**Instructions to follow:**
Retype the entries exactly, but skip the pictures.

Start of Entries shown

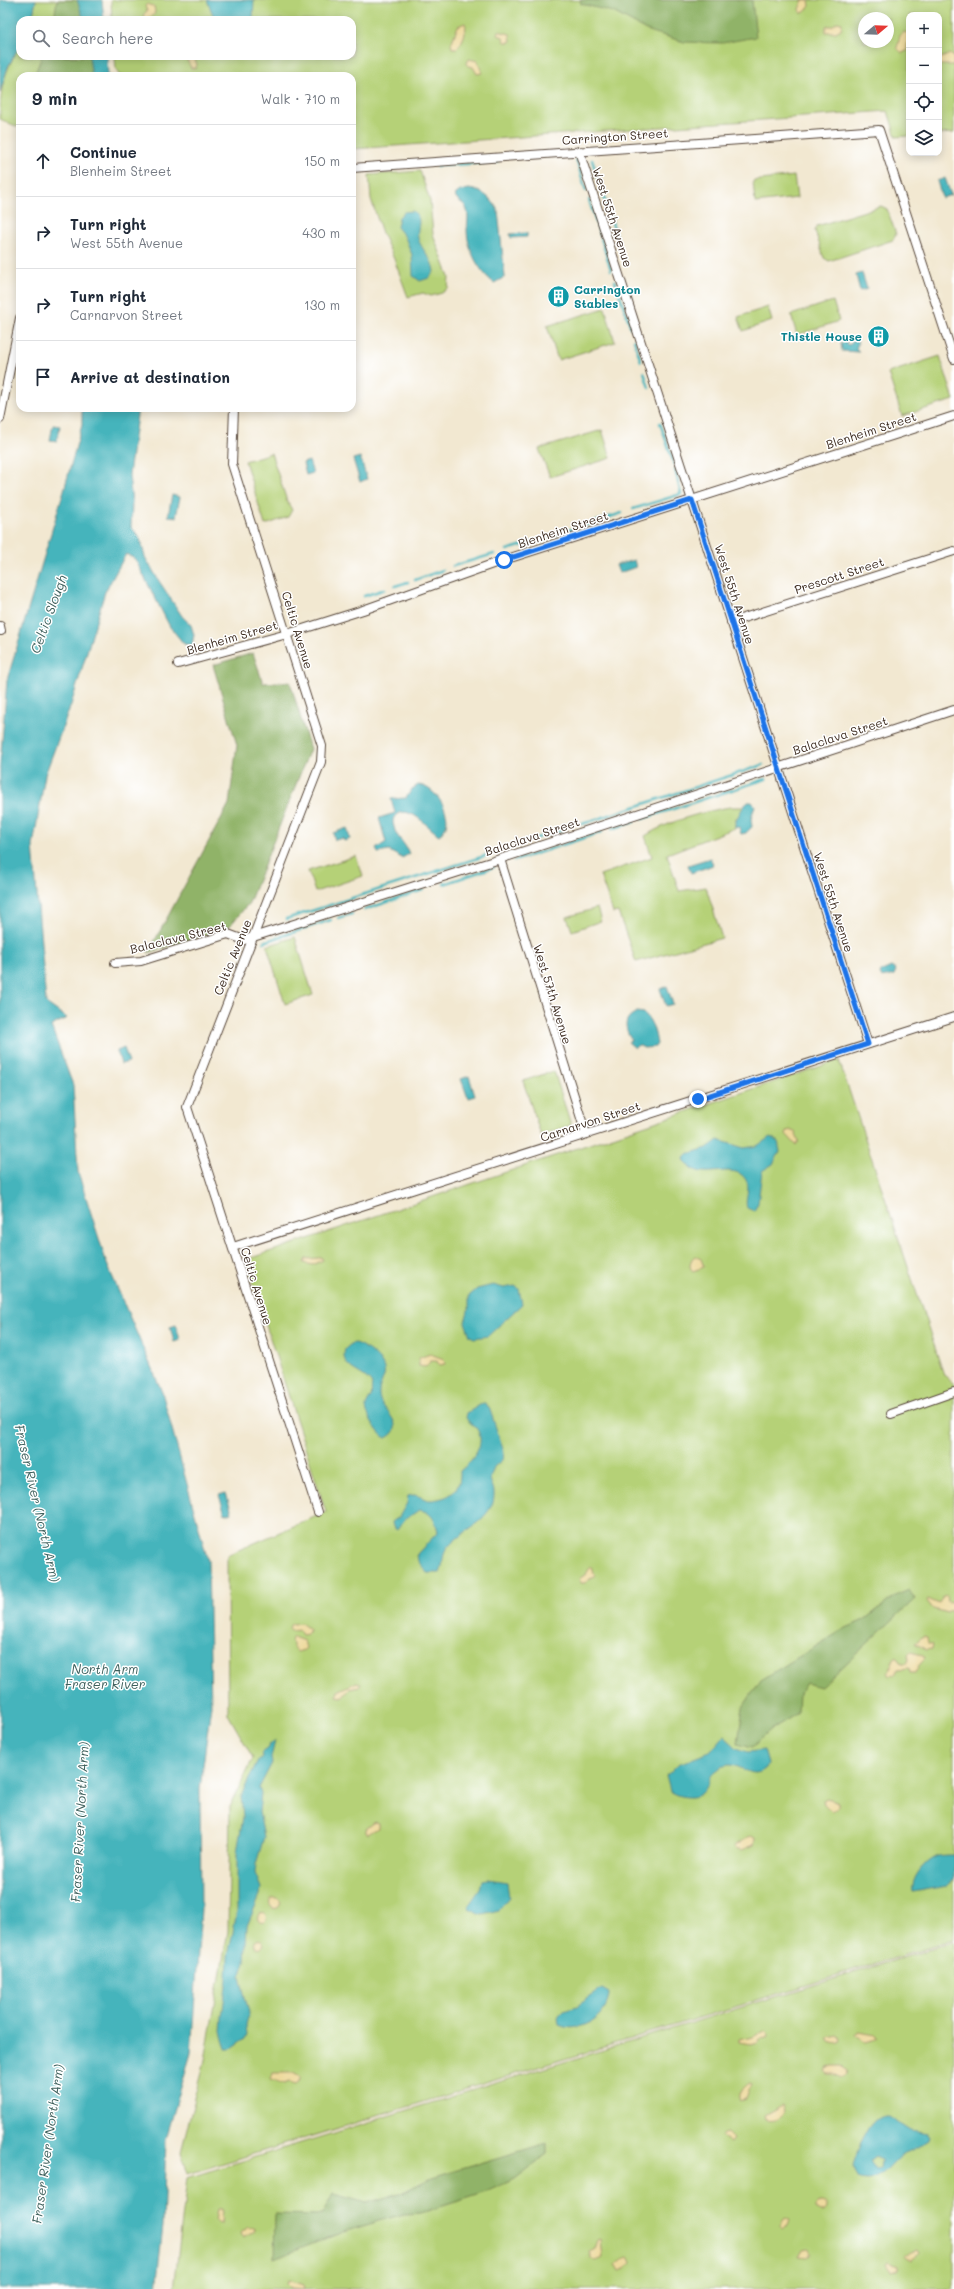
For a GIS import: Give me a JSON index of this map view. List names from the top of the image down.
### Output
{
  "streets": {
    "street": [
      "Carrington Street",
      "West 55th Avenue",
      "Blenheim Street",
      "Prescott Street",
      "Celtic Avenue",
      "Balaclava Street",
      "West 57th Avenue",
      "Carnarvon Street"
    ]
  },
  "crossings": [
    ["Carrington Street", "West 55th Avenue"],
    ["West 55th Avenue", "Blenheim Street"],
    ["West 55th Avenue", "Prescott Street"],
    ["West 55th Avenue", "Balaclava Street"],
    ["West 55th Avenue", "Carnarvon Street"],
    ["Blenheim Street", "Celtic Avenue"],
    ["Celtic Avenue", "Balaclava Street"],
    ["Celtic Avenue", "Carnarvon Street"],
    ["Balaclava Street", "West 57th Avenue"],
    ["West 57th Avenue", "Carnarvon Street"]
  ],
  "water": ["Celtic Slough", "Fraser River (North Arm)", "North Arm Fraser River"],
  "places": {
    "building": ["Carrington Stables", "Thistle House"]
  },
  "north": "right",
  "page": {
    "map_buttons": ["+", "−"],
    "search": "Search here",
    "heading": ["9 min", "Walk · 710 m"],
    "list": [
      ["Continue", "Blenheim Street", "150 m"],
      ["Turn right", "West 55th Avenue", "430 m"],
      ["Turn right", "Carnarvon Street", "130 m"],
      "Arrive at destination"
    ]
  }
}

End of Entries shown

**The completed task:**
For a GIS import: Give me a JSON index of this map view. List names from the top of the image down.
### Output
{
  "streets": {
    "street": [
      "Carrington Street",
      "West 55th Avenue",
      "Blenheim Street",
      "Prescott Street",
      "Celtic Avenue",
      "Balaclava Street",
      "West 57th Avenue",
      "Carnarvon Street"
    ]
  },
  "crossings": [
    ["Carrington Street", "West 55th Avenue"],
    ["West 55th Avenue", "Blenheim Street"],
    ["West 55th Avenue", "Prescott Street"],
    ["West 55th Avenue", "Balaclava Street"],
    ["West 55th Avenue", "Carnarvon Street"],
    ["Blenheim Street", "Celtic Avenue"],
    ["Celtic Avenue", "Balaclava Street"],
    ["Celtic Avenue", "Carnarvon Street"],
    ["Balaclava Street", "West 57th Avenue"],
    ["West 57th Avenue", "Carnarvon Street"]
  ],
  "water": ["Celtic Slough", "Fraser River (North Arm)", "North Arm Fraser River"],
  "places": {
    "building": ["Carrington Stables", "Thistle House"]
  },
  "north": "right",
  "page": {
    "map_buttons": ["+", "−"],
    "search": "Search here",
    "heading": ["9 min", "Walk · 710 m"],
    "list": [
      ["Continue", "Blenheim Street", "150 m"],
      ["Turn right", "West 55th Avenue", "430 m"],
      ["Turn right", "Carnarvon Street", "130 m"],
      "Arrive at destination"
    ]
  }
}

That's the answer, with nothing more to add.